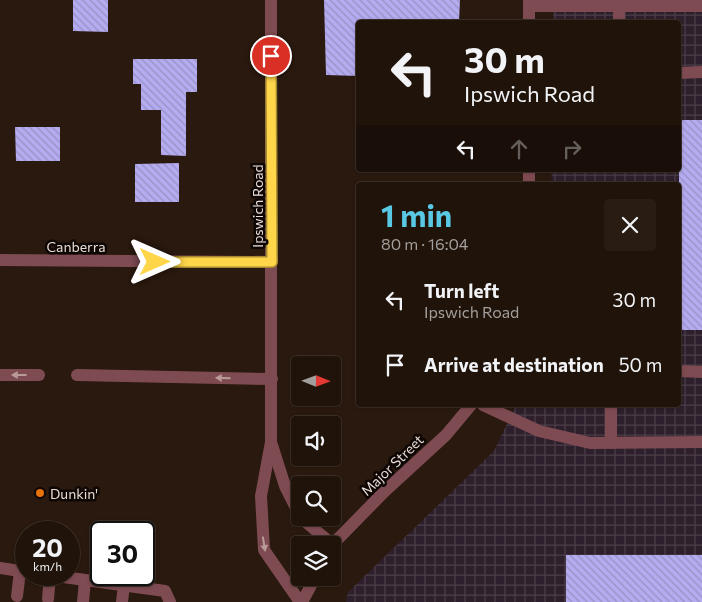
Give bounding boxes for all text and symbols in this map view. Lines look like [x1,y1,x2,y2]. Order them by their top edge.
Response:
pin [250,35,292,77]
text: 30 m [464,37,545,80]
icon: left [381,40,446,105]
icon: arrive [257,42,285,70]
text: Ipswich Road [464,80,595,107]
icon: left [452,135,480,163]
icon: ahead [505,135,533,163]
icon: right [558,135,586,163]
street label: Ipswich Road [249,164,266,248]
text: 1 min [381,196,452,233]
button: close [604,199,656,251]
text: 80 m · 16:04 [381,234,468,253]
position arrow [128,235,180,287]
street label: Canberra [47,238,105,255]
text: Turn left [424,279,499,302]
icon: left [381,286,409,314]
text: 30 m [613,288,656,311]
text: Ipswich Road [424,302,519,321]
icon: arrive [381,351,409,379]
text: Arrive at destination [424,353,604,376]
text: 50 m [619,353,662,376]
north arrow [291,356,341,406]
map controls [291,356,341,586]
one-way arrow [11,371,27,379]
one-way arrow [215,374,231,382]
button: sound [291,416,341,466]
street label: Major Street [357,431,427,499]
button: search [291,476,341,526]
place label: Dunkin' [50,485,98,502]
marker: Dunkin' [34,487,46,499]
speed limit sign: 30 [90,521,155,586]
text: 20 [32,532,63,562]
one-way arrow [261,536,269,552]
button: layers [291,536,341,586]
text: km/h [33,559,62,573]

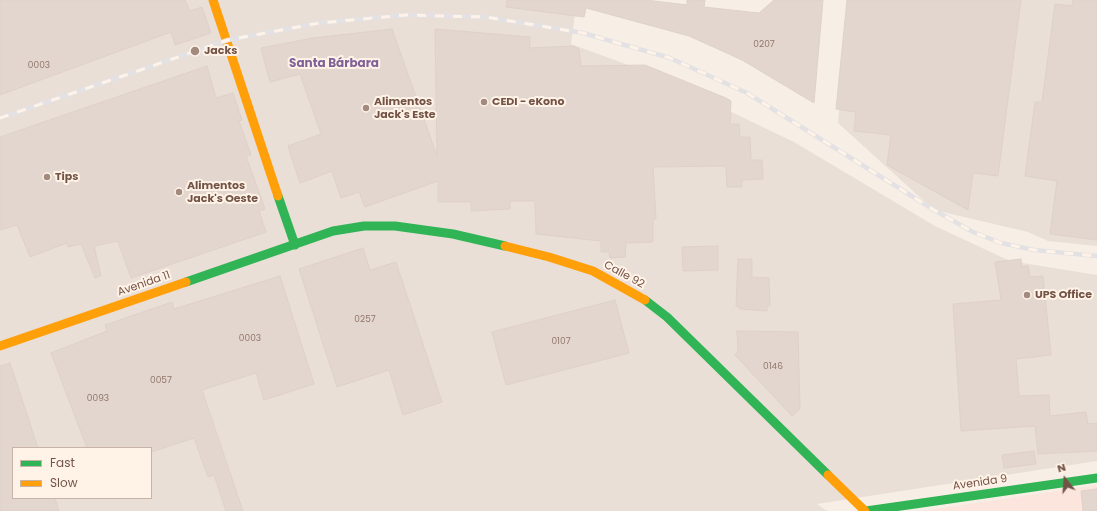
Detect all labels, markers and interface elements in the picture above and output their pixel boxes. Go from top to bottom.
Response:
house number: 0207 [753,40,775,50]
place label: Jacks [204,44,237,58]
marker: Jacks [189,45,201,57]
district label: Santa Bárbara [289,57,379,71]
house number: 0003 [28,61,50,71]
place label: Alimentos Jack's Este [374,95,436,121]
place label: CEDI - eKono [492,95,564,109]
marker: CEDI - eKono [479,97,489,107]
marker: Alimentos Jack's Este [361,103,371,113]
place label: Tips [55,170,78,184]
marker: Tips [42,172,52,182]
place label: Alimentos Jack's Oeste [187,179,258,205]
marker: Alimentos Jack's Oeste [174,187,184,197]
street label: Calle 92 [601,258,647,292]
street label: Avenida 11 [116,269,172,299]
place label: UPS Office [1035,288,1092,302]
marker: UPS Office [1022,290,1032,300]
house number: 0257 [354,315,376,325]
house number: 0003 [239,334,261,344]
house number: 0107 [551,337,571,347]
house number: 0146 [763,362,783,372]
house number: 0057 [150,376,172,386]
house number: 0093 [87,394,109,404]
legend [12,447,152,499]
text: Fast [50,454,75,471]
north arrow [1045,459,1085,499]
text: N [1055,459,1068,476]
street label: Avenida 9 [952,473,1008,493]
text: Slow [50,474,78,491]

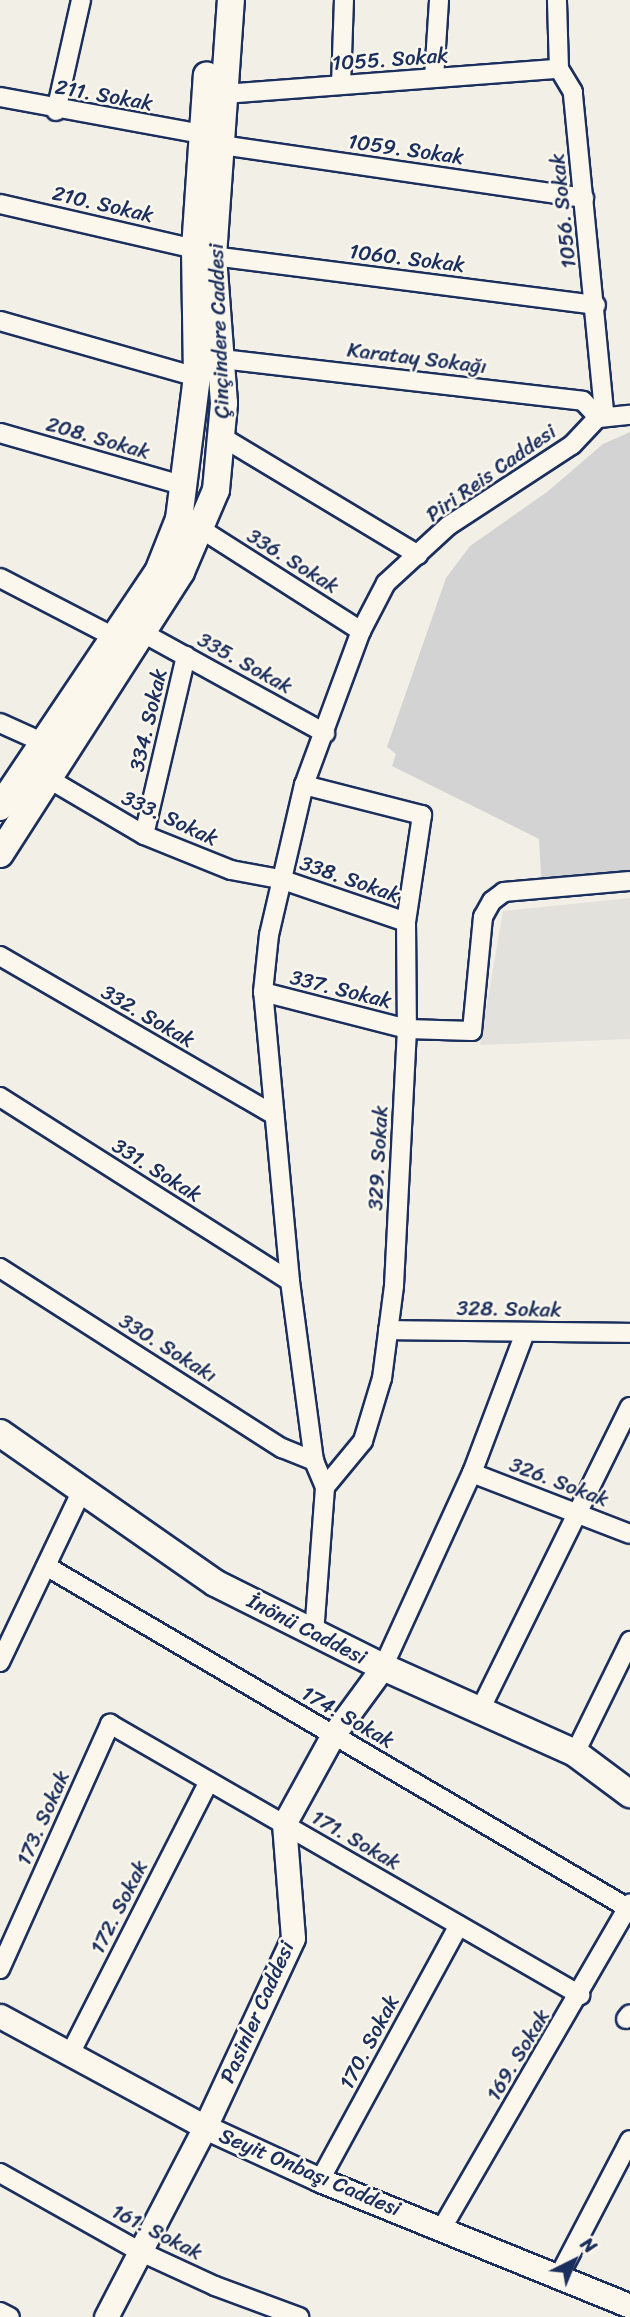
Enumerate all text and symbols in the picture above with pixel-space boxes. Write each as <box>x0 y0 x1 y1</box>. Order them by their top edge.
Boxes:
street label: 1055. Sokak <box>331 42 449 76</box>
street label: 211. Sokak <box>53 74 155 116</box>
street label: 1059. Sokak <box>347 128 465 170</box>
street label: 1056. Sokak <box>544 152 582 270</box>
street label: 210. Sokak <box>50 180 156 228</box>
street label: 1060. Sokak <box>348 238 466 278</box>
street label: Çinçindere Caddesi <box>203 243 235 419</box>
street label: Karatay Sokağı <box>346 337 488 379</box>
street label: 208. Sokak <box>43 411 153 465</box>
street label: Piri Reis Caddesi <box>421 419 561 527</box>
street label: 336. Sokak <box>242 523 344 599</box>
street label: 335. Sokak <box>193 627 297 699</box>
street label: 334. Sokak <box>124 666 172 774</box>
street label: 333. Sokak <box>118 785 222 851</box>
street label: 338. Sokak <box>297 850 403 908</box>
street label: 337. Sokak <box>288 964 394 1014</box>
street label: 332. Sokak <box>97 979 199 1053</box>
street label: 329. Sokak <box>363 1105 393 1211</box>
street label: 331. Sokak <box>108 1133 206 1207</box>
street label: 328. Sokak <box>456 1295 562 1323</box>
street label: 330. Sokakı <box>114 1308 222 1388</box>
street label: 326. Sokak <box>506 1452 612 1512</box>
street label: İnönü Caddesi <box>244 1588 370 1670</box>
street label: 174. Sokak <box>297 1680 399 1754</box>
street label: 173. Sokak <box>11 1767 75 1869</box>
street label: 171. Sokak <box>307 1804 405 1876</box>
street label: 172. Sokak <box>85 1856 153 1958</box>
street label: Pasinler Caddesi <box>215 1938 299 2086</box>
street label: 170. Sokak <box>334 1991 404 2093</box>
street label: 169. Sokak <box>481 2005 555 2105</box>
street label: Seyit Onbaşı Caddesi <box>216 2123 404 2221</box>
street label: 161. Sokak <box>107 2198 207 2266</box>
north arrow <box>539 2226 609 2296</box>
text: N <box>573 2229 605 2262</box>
━━━━━━━━━━━━━━━━━━━━━━━━━━━━━━
§ Task brief: In the listing above, take the line containing "Enumerate all text" as the start and write out every line through the last one exactly, with nothing added.

§ Answer:
Enumerate all text and symbols in the picture above with pixel-space boxes. Write each as <box>x0 y0 x1 y1</box>. Order them by their top edge.
Boxes:
street label: 1055. Sokak <box>331 42 449 76</box>
street label: 211. Sokak <box>53 74 155 116</box>
street label: 1059. Sokak <box>347 128 465 170</box>
street label: 1056. Sokak <box>544 152 582 270</box>
street label: 210. Sokak <box>50 180 156 228</box>
street label: 1060. Sokak <box>348 238 466 278</box>
street label: Çinçindere Caddesi <box>203 243 235 419</box>
street label: Karatay Sokağı <box>346 337 488 379</box>
street label: 208. Sokak <box>43 411 153 465</box>
street label: Piri Reis Caddesi <box>421 419 561 527</box>
street label: 336. Sokak <box>242 523 344 599</box>
street label: 335. Sokak <box>193 627 297 699</box>
street label: 334. Sokak <box>124 666 172 774</box>
street label: 333. Sokak <box>118 785 222 851</box>
street label: 338. Sokak <box>297 850 403 908</box>
street label: 337. Sokak <box>288 964 394 1014</box>
street label: 332. Sokak <box>97 979 199 1053</box>
street label: 329. Sokak <box>363 1105 393 1211</box>
street label: 331. Sokak <box>108 1133 206 1207</box>
street label: 328. Sokak <box>456 1295 562 1323</box>
street label: 330. Sokakı <box>114 1308 222 1388</box>
street label: 326. Sokak <box>506 1452 612 1512</box>
street label: İnönü Caddesi <box>244 1588 370 1670</box>
street label: 174. Sokak <box>297 1680 399 1754</box>
street label: 173. Sokak <box>11 1767 75 1869</box>
street label: 171. Sokak <box>307 1804 405 1876</box>
street label: 172. Sokak <box>85 1856 153 1958</box>
street label: Pasinler Caddesi <box>215 1938 299 2086</box>
street label: 170. Sokak <box>334 1991 404 2093</box>
street label: 169. Sokak <box>481 2005 555 2105</box>
street label: Seyit Onbaşı Caddesi <box>216 2123 404 2221</box>
street label: 161. Sokak <box>107 2198 207 2266</box>
north arrow <box>539 2226 609 2296</box>
text: N <box>573 2229 605 2262</box>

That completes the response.